L’année 2016 a d’ailleurs été nommée comme l’année des légumineuses par la FAO, ce qui risque d’aider cette tendance à se répandre davantage.

Microbiote

S’il y a bien un domaine de recherche en explosion présentement, c’est celui où on étudie les milliers de bactéries différentes qui peuplent notre tube digestif. Leurs rôles sur notre santé sont multiples et encore peu compris. Un des plus grands best-sellers scientifiques de l’année 2015 est quand même le livre « Le charme discret de l’intestin » qui aborde abondamment ce sujet. L’industrie risque de promouvoir une panoplie de produits alimentaires afin de prendre soin de nos amies microscopiques, probablement en misant sur le contenu en fibres ou sur les bactéries vivantes présentes dans les aliments fermentés. Les probiotiques et les prébiotiques sont déjà bien implantés sur le marché et il y a fort à parier que des tonnes de nouveaux ingrédients feront leur apparition dans ces catégories.

Cannabis

Bon, ok… Ce n’est peut-être pas dès le 1er janvier 2016 que le cannabis deviendra un ingrédient tendance, mais avec sa probable légalisation au Canada, ce n’est pas farfelu de croire que de nombreuses compagnies seront prêtes à exploiter ce nouveau filon dès que ce sera possible. Vous pensez que j’ai fumé avant d’écrire cette prédiction ? Pas du tout !

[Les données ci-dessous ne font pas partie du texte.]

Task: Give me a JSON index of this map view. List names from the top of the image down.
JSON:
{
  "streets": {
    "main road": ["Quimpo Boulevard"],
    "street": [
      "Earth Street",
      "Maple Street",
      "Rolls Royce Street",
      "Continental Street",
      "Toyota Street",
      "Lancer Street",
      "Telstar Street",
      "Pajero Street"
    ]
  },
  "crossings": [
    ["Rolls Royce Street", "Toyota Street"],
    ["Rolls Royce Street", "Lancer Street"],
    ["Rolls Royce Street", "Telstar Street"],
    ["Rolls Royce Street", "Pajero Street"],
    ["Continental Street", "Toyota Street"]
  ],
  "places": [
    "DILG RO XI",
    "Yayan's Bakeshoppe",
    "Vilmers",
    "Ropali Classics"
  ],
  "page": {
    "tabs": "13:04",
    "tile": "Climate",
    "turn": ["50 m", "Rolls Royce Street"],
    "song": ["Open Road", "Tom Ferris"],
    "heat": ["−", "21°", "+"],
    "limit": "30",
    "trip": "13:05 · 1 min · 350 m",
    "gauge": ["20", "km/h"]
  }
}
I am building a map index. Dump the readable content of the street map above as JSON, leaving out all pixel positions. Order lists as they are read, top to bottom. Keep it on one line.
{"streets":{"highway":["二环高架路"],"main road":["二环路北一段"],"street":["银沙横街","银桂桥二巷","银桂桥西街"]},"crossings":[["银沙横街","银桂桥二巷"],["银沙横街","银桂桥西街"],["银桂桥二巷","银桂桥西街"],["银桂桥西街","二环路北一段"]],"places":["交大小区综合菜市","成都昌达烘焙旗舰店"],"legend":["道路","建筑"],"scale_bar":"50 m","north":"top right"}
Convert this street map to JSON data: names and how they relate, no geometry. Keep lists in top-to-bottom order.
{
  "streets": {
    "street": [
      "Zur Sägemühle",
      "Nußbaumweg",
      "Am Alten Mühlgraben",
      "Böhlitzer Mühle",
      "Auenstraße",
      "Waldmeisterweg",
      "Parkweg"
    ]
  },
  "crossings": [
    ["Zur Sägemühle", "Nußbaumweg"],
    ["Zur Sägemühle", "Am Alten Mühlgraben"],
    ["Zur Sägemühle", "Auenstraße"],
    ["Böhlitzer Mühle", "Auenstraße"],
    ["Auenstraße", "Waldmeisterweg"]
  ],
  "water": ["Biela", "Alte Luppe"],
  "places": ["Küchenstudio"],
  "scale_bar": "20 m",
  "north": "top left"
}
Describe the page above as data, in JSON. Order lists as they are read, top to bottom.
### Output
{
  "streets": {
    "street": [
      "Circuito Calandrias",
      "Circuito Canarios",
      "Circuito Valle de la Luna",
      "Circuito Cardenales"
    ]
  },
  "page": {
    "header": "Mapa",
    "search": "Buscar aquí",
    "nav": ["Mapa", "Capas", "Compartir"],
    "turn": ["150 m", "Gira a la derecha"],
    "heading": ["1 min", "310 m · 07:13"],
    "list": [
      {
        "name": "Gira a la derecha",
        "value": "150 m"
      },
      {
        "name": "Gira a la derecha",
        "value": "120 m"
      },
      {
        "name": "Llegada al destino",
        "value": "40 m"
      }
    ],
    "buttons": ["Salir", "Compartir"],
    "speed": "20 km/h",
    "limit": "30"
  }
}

Sur Facebook, la page « The Stoner’s Cookbook » offre des recettes qui utilisent le cannabis comme ingrédient. Près de 5 millions de personnes suivent cette page dont les auteurs viennent de publier un livre de recettes sur le sujet. Ici, François Chartier offre, dans son nouveau livre « L’essentiel de Chartier » publié cet automne, des suggestions de mariage de saveurs avec le cannabis. De son côté, Rise Kombucha annonçait il y a 2 ans travailler au développement d’un kombucha aromatisé au cannabis. Bref, préparez-vous à voir apparaître cette saveur rapidement.